真夜中のドロップアウトカウボーイズ@別館
ピンク映画は観ただけ全部感想を書く、ひたすらに虚空を撃ち続ける無為。
 



 「性獣のいけにへ」(昭和59/製作:オフィスツー/配給:新東宝映画/監督:麿赤児/脚本:丸山良尚/製作:大阿久和夫《オフィスツー》/撮影:長田勇市/照明:長田達也/助監督:東山通・岩永敏明・高橋博/撮影助手:小川真司/照明助手:上田成幸/音楽:太田洋一/編集:鈴木歓/録音:銀座サウンド/現像:東映化学/スチール:岡本昌己/衣裳協力:自前多数・感謝/製作補:大塚聖一/タイトル:日映美術/製作協力:大駱駝艦、大鯨艦、シアター・パラダイス、保苅藤原設計事務所/出演:花真衣・紫衣名・伊藤清美・沙覇羅ナナ・古川あんず・三宅優司・行田藤兵衛・束間燃・田村哲郎・大杉漣・松田政男《友情出演》)。衣裳協力クレジットのオネストに草。
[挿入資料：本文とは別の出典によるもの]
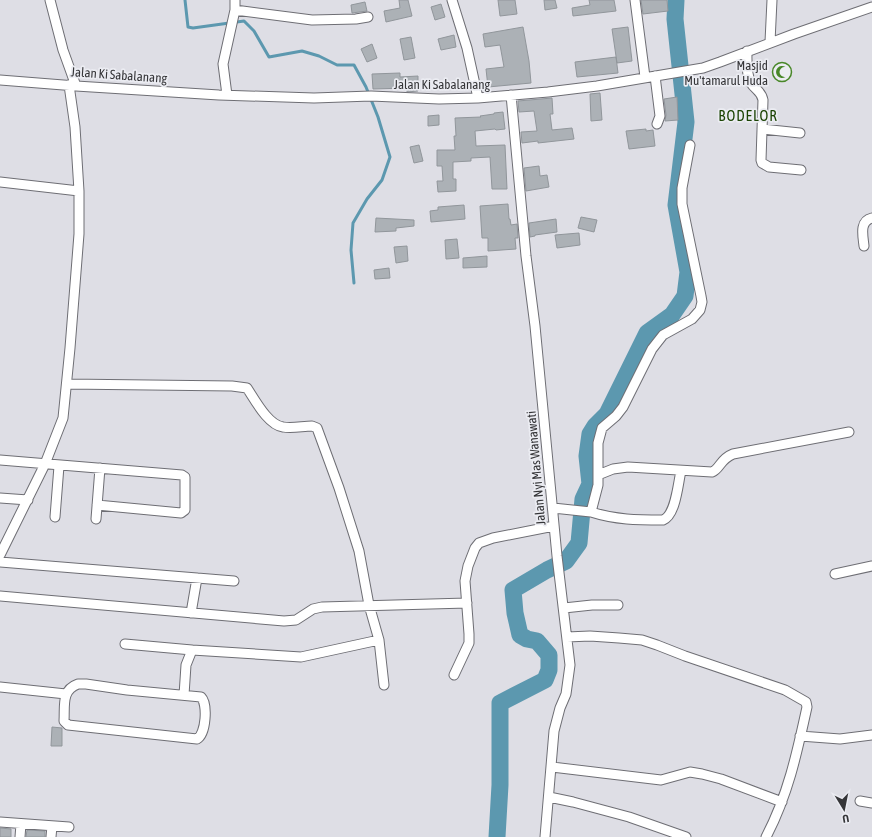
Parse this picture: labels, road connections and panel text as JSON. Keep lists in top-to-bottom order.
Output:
{
  "streets": {
    "street": ["Jalan Ki Sabalanang", "Jalan Nyi Mas Wanawati"]
  },
  "crossings": [
    ["Jalan Ki Sabalanang", "Jalan Nyi Mas Wanawati"]
  ],
  "districts": ["BODELOR"],
  "places": {
    "mosque": ["Masjid Mu'tamarul Huda"]
  },
  "north": "bottom"
}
 深い森の中、旧日本軍の軍服を着た大杉漣が女をうねうね拉致。家財道具一式抱へ、男と女が線路の上を逃避行。木々の間から、男が女を負ぶつて出て来る。西部劇のロケーションのやうな土手、何某か弦楽器を抱へた男を乗せた乳母車を、女が押す。一般映画はだしの四ショットを叩き込んだ上で、改めて深い森の中に競り上がつて来るタイトル・イン。過半数手も足も出ない俳優部に先に白旗を揚げておくと、一組目と二組目の女が、紫衣名と沙覇羅ナナなのだけれど何れが何れなのか特定出来ないのが最大のアポリア、ビリング推定だと紫衣名が一組目。アバンでは遠過ぎてまるで見えないが、花真衣と伊藤清美が四組目と三組目の女。行田藤兵衛・束間燃・田村哲郎の三人が、多分二組目から四組目の男、正直もうどうしやうもない。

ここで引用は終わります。